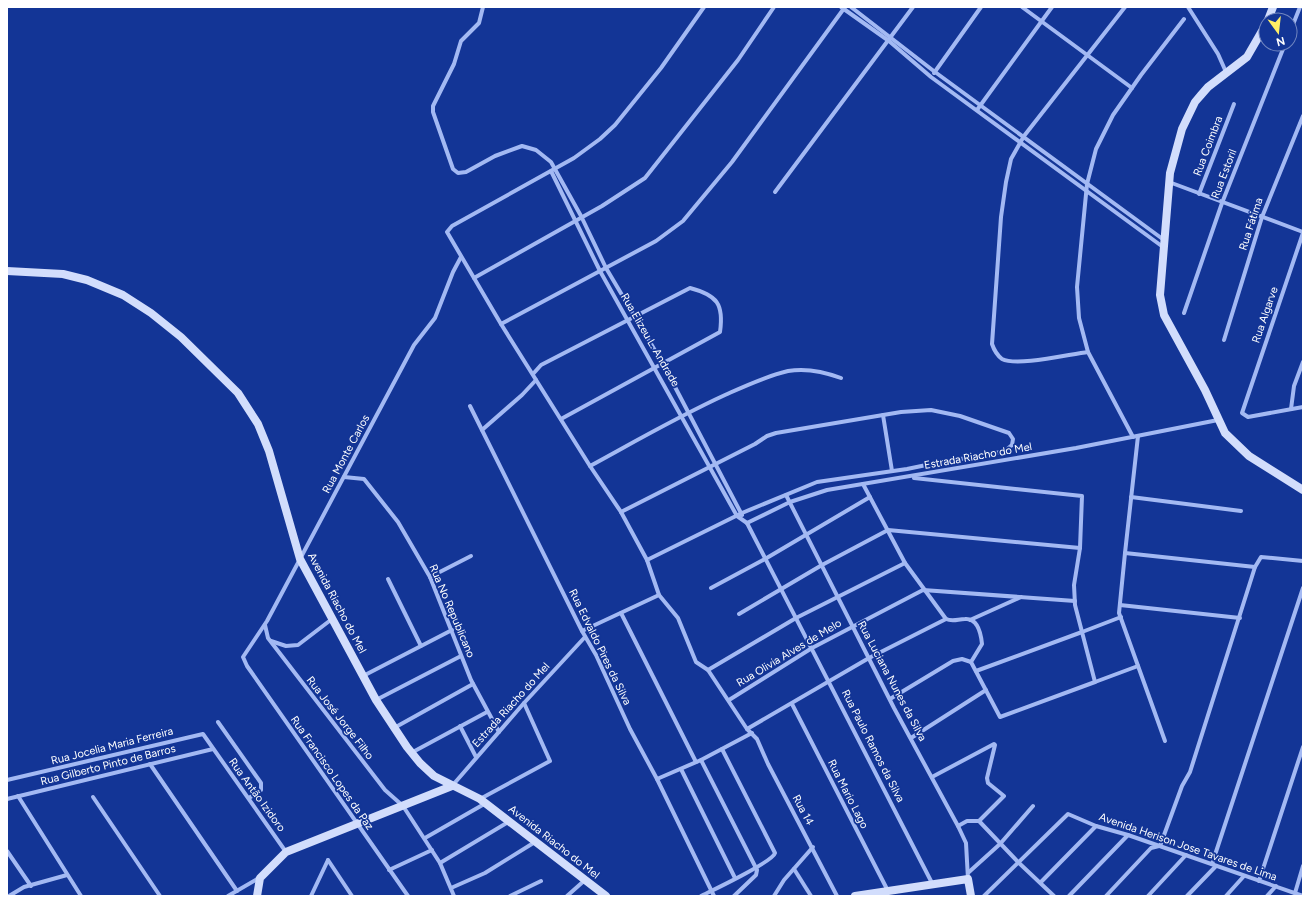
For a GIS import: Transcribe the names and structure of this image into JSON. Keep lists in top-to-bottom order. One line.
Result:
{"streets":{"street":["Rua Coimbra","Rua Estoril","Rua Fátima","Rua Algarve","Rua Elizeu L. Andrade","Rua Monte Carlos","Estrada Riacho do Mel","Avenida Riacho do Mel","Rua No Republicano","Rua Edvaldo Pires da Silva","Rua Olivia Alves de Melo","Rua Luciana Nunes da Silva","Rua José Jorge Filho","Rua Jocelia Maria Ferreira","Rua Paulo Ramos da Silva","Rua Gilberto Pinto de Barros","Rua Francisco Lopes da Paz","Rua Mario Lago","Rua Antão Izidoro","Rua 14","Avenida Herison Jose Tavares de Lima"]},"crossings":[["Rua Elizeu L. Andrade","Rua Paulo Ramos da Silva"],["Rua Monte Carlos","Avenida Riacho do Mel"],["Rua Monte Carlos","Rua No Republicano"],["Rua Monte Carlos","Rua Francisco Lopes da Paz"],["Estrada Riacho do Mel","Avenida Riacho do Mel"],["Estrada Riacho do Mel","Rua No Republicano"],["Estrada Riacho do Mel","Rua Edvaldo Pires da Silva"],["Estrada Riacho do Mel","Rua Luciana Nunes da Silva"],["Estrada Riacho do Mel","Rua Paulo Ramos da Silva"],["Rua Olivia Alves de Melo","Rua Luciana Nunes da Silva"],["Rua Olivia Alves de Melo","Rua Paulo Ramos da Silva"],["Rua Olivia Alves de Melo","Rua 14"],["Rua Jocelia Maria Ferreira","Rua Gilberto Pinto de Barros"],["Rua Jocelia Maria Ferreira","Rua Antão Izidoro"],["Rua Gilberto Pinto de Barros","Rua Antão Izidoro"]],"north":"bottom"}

□ □ □ □ □ □ □

#### What to work on
The material above should be repeated word for word, with every picture omitted.

#### Answer box
For a GIS import: Transcribe the names and structure of this image into JSON. Keep lists in top-to-bottom order. One line.
Result:
{"streets":{"street":["Rua Coimbra","Rua Estoril","Rua Fátima","Rua Algarve","Rua Elizeu L. Andrade","Rua Monte Carlos","Estrada Riacho do Mel","Avenida Riacho do Mel","Rua No Republicano","Rua Edvaldo Pires da Silva","Rua Olivia Alves de Melo","Rua Luciana Nunes da Silva","Rua José Jorge Filho","Rua Jocelia Maria Ferreira","Rua Paulo Ramos da Silva","Rua Gilberto Pinto de Barros","Rua Francisco Lopes da Paz","Rua Mario Lago","Rua Antão Izidoro","Rua 14","Avenida Herison Jose Tavares de Lima"]},"crossings":[["Rua Elizeu L. Andrade","Rua Paulo Ramos da Silva"],["Rua Monte Carlos","Avenida Riacho do Mel"],["Rua Monte Carlos","Rua No Republicano"],["Rua Monte Carlos","Rua Francisco Lopes da Paz"],["Estrada Riacho do Mel","Avenida Riacho do Mel"],["Estrada Riacho do Mel","Rua No Republicano"],["Estrada Riacho do Mel","Rua Edvaldo Pires da Silva"],["Estrada Riacho do Mel","Rua Luciana Nunes da Silva"],["Estrada Riacho do Mel","Rua Paulo Ramos da Silva"],["Rua Olivia Alves de Melo","Rua Luciana Nunes da Silva"],["Rua Olivia Alves de Melo","Rua Paulo Ramos da Silva"],["Rua Olivia Alves de Melo","Rua 14"],["Rua Jocelia Maria Ferreira","Rua Gilberto Pinto de Barros"],["Rua Jocelia Maria Ferreira","Rua Antão Izidoro"],["Rua Gilberto Pinto de Barros","Rua Antão Izidoro"]],"north":"bottom"}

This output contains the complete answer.